Whew, after all that hard work, time for a break right? Sort of. We took a bit of a holiday Saturday and drove for an hour to hear author Julia Durango speak on plotting. But the best part of the day? Spending drive time talking shop with my writing partner—no niggling thoughts of dirty laundry, a lawn full of leaves, or litter boxes. Just enjoying like-minded conversation.
The topic that dominated most of our chatter centered around characterization. Larry watched a program about the most memorable TV characters, and he wanted to know who mine were from sitcoms…immediately I thought of Carla and Cliff Claven from Cheers; Klinger from MASH; Larry, Darrel and Darrel from Newhart; and Les Nessman from WKRP in Cincinnati. (Interesting how mine were all from the 80s…did I stop watching comedy in my 20s?)
He agreed with many of mine, and threw in a few from the program and of his own, including Archie Bunker, Kramer from Seinfeld, Frazier, and pretty much any role played by Don Knotts.
We have a common liking for quirky and over-the-top. After all, what is comedy without quirky?
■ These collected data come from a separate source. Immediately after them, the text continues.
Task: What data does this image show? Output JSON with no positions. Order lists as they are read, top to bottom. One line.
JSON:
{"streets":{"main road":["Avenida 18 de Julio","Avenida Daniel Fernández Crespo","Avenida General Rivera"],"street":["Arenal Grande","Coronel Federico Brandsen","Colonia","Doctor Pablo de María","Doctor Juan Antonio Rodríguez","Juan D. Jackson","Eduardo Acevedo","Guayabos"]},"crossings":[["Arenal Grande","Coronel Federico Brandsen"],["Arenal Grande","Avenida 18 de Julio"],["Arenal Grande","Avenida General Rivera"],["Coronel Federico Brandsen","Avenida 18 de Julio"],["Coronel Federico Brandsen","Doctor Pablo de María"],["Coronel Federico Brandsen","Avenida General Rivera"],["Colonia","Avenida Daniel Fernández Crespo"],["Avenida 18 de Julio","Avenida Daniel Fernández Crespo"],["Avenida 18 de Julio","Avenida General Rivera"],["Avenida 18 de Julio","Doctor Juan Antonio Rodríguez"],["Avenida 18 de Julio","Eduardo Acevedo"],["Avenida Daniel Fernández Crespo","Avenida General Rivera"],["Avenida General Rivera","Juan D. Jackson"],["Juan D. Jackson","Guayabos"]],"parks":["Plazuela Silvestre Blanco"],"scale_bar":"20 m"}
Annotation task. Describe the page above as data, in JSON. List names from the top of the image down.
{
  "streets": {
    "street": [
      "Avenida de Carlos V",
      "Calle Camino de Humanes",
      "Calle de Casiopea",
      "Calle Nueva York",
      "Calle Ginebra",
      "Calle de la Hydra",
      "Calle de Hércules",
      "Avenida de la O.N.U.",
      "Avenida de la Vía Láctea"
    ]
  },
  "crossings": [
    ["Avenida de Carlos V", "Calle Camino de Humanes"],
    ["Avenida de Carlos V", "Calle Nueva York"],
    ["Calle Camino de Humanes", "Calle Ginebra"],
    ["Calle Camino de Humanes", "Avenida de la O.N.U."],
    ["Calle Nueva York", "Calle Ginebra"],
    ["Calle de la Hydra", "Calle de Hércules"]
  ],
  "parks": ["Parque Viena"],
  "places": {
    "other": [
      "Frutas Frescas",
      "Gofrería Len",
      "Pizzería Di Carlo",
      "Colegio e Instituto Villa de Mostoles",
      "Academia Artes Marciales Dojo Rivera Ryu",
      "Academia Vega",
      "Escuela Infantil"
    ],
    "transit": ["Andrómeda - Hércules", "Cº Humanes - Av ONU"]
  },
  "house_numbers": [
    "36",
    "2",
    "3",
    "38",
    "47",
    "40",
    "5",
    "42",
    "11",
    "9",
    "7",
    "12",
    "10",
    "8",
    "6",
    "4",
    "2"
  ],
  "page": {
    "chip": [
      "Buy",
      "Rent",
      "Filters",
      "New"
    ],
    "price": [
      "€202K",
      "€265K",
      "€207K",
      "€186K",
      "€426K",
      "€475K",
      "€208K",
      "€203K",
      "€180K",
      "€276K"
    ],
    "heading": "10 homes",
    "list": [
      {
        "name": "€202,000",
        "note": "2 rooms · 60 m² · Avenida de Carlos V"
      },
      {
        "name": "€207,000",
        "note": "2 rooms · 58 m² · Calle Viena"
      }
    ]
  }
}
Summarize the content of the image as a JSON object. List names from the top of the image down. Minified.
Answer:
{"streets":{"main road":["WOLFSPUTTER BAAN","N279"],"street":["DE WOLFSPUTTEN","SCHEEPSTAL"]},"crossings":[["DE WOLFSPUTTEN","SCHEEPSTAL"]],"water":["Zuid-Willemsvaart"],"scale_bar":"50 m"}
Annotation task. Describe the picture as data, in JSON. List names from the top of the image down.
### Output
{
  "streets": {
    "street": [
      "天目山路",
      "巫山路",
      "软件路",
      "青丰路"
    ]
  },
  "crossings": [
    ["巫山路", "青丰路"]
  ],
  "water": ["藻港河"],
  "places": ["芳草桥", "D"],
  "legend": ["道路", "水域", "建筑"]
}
We applied what we like about those characters to our own.
Are our characters over-the-top? A few, yes, but they can’t all be quirky—we need comedy foils for balance and contrast. Our main character is quirky, but not the quirkiest. Does that make him boring? I hope not.
Does it matter that our main character is a foil? I’m choosing to think not. He’s developed from a passive whiner to an active protector of his lady love. Although he may not have followed the “Hero’s Journey” as Julia described, his character has changed for the better, he’s learning something, and he’s good for a laugh or two.
After all, that is what we’re going for, right? The laughs.